Unified Staging System for Lewy Body Disorders: Clinicopathologic Correlations and Comparison to Braak Staging

• Published in: Journal of neuropathology and experimental neurology Vol. 78; no. 10; pp. 891 - 899
• Main Authors: Adler, Charles H, Beach, Thomas G, Zhang, Nan, Shill, Holly A, Driver-Dunckley, Erika, Caviness, John N, Mehta, Shyamal H, Sabbagh, Marwan N, Serrano, Geidy E, Sue, Lucia I, Belden, Christine M, Powell, Jessica, Jacobson, Sandra A, Zamrini, Edward, Shprecher, David, Davis, Kathryn J, Dugger, Brittany N, Hentz, Joseph G
• Format: Journal Article
• Language: English
• Published: England Oxford University Press 01.10.2019; by American Association of Neuropathologists, Inc
• Subjects: Aged; Aged, 80 and over; alpha-Synuclein - metabolism; Brain - metabolism; Brain - pathology; Brain diseases; Cognitive ability; Cognitive Dysfunction - diagnosis; Cognitive Dysfunction - metabolism; Cognitive Dysfunction - pathology; Diagnosis; Female; Humans; Lewy Bodies - metabolism; Lewy Bodies - pathology; Lewy body disease; Lewy Body Disease - diagnosis; Lewy Body Disease - metabolism; Lewy Body Disease - pathology; Male; Methods; Neurologic examination; Olfaction disorders; Original; Parkinson's disease; Severity of Illness Index; United States; a-Synuclein; Braak staging system; Incidental Lewy body disease; Parkinson disease; Unified Staging System for Lewy Body Disorders; Dementia with Lewy bodies; Lewy body
• ISSN: 0022-3069; 1554-6578; 1554-6578
• DOI: 10.1093/jnen/nlz080

Abstract This study was designed to correlate clinical findings with the extent of pathologic a-synuclein (aSyn) in the brain using the Unified Staging System for Lewy Body disorders (USSLB).

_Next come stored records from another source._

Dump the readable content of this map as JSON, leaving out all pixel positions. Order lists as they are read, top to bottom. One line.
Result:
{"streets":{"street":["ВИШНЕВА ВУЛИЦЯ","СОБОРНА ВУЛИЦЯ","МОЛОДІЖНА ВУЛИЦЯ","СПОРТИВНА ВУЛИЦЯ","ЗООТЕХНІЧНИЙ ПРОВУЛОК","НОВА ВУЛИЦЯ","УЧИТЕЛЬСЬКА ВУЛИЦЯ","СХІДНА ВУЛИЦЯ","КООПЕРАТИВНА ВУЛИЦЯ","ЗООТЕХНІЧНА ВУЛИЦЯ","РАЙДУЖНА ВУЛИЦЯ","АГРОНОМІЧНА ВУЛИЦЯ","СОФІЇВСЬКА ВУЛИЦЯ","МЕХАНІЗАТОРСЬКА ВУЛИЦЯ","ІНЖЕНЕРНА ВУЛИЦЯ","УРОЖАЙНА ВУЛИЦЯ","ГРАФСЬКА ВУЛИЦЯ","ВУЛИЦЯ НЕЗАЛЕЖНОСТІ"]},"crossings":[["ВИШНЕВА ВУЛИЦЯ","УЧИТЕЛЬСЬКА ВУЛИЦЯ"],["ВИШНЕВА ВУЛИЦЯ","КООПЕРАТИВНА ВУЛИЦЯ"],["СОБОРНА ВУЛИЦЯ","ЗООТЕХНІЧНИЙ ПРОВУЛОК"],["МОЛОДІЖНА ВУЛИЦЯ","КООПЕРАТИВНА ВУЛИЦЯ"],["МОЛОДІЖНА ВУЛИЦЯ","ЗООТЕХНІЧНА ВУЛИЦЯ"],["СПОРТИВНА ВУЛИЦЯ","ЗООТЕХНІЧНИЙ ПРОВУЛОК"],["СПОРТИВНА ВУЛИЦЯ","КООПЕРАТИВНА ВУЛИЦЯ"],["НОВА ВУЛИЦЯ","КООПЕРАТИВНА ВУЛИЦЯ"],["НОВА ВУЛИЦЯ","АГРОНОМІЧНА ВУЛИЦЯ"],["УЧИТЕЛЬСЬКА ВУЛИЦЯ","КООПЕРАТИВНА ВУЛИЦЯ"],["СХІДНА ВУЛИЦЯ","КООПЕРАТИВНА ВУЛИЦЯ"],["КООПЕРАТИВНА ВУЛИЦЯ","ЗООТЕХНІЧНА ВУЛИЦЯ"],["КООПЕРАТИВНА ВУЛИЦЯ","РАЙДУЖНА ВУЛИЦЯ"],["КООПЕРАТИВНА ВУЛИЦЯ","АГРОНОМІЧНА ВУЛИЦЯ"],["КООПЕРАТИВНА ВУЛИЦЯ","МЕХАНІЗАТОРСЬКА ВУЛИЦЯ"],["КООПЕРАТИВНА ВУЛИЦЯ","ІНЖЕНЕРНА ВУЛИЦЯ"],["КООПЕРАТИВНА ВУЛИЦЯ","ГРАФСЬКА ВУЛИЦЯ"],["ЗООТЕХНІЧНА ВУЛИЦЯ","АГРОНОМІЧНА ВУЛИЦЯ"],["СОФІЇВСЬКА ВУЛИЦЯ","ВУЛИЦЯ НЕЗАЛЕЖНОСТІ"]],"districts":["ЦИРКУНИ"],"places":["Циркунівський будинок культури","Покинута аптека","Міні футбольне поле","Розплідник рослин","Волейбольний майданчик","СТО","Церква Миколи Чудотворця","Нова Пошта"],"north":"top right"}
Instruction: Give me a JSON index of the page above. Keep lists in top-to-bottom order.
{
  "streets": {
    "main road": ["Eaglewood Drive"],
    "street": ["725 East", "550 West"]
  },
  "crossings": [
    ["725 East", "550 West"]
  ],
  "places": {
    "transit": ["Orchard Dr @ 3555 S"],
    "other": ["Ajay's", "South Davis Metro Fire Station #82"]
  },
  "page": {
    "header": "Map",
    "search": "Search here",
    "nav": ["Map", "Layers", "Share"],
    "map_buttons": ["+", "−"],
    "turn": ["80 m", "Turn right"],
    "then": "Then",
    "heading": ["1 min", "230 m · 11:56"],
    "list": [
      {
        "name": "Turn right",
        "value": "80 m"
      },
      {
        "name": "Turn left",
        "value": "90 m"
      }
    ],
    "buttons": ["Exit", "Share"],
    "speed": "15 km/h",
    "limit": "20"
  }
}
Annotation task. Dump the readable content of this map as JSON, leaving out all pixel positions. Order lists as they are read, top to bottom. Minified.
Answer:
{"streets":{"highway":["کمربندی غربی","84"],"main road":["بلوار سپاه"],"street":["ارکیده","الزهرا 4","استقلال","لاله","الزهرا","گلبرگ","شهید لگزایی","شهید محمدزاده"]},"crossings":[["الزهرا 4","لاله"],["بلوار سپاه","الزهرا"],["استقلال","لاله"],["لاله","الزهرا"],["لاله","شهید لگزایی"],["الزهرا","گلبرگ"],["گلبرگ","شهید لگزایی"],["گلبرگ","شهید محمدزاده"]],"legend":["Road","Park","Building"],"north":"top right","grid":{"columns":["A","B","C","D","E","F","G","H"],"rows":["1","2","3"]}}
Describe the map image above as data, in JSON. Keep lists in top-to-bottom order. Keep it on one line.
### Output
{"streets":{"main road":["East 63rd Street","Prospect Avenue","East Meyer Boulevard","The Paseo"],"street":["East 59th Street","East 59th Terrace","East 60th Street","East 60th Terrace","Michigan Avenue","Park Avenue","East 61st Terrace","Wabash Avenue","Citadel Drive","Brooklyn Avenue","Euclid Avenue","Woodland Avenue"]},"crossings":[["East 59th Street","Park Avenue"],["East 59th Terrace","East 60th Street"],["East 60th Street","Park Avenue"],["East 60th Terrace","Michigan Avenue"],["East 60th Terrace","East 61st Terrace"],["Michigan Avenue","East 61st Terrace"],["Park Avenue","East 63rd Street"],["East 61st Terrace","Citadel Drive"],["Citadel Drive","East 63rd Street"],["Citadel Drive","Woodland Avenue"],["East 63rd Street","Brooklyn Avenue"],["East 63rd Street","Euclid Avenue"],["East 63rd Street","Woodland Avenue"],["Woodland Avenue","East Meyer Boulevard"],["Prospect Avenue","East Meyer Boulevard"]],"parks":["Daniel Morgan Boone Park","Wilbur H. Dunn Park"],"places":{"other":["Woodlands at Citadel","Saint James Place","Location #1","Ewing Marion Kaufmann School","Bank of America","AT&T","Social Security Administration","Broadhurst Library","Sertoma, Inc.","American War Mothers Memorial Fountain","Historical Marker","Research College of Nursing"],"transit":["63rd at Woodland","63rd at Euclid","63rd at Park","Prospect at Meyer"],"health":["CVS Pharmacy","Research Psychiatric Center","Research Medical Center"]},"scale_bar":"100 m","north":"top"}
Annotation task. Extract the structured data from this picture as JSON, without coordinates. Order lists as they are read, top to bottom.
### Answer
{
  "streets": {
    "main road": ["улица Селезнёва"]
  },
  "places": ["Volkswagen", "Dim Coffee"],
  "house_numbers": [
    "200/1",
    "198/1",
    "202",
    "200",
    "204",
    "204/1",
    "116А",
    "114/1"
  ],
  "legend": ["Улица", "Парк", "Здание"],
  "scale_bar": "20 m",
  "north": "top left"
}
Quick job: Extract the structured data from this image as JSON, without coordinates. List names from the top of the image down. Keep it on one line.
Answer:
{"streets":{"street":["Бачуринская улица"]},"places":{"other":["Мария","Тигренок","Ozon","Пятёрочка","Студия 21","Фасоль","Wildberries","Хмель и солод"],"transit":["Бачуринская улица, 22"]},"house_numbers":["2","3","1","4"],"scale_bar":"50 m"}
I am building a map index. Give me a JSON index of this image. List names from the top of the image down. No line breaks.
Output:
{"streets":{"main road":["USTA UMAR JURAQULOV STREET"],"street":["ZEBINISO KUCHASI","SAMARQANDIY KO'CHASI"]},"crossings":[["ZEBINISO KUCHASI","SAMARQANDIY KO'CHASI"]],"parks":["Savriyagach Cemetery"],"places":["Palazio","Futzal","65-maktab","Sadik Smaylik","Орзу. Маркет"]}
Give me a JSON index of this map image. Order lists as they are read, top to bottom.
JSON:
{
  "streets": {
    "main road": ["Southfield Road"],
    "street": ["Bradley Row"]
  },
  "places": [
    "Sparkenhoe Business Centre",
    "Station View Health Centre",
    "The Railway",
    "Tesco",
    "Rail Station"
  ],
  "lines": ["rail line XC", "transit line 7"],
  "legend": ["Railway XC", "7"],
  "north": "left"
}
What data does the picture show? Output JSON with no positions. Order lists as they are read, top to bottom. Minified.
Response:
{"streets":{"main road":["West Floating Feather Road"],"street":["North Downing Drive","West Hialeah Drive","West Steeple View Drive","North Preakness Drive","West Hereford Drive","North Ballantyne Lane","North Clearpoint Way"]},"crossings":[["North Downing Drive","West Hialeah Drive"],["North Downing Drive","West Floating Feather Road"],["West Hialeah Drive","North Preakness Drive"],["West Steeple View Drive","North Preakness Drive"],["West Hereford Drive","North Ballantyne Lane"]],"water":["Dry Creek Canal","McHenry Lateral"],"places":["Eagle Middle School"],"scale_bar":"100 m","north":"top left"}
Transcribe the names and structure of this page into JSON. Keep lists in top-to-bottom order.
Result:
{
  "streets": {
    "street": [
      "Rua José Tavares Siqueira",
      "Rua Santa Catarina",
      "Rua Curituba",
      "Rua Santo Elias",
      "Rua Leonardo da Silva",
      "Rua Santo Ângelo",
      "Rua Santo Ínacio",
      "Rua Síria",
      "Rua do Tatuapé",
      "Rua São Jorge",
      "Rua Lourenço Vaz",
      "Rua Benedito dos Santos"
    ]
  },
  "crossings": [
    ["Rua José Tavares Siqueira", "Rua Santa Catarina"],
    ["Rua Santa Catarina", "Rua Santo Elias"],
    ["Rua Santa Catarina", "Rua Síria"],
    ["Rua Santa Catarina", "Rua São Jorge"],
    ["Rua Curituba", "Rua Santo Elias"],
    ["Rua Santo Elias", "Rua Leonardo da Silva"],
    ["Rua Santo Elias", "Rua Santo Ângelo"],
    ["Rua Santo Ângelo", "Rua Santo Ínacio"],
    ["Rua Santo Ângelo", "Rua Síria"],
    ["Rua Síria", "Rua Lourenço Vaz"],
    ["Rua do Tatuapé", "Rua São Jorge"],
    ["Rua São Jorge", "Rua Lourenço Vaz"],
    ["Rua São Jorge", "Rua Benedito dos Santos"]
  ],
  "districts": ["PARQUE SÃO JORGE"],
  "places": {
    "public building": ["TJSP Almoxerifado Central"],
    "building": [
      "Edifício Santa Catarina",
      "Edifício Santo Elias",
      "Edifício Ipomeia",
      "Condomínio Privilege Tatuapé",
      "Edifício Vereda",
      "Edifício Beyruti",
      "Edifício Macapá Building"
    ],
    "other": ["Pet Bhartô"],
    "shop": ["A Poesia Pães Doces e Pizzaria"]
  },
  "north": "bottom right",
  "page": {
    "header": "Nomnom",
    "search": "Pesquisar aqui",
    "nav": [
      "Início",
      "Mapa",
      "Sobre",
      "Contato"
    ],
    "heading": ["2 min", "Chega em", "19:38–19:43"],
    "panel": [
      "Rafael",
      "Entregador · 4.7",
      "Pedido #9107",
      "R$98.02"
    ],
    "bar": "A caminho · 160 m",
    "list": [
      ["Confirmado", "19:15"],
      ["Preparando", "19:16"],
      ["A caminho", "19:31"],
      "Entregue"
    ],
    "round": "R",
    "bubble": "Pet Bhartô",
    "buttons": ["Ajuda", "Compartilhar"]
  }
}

Data from 280 cases from the Arizona Study of Aging and Neurodegenerative Disorders are presented. Each case had a complete USSLB staging and at least 1 full research clinical assessment, including subspecialty neurologist-administered movement and cognitive evaluation. Of the 280, 25.7% were cognitively normal, 8.6% had mild cognitive impairment, and 65.7% had dementia. All cases could be categorized into 1 of 5 USSLB stages (8.6% stage I—olfactory bulb only; 15.4% IIa—brainstem predominant; 13.6% IIb—limbic predominant; 31.8% III—brainstem and limbic; and 30.7% IV—neocortical) yet using the Braak staging system 70 cases (25.3%) could not be classified. Those with USSLB stages III and IV died at a younger age. Multiple measures of motor parkinsonism, cognitive impairment, hyposmia, and probable RBD were significantly correlated with increasing USSLB stage. We conclude that the USSLB is the most comprehensive staging system for all Lewy body disorders and allows for categorization and ranking of all brains with significant correlations to many motor and nonmotor clinical signs and symptoms.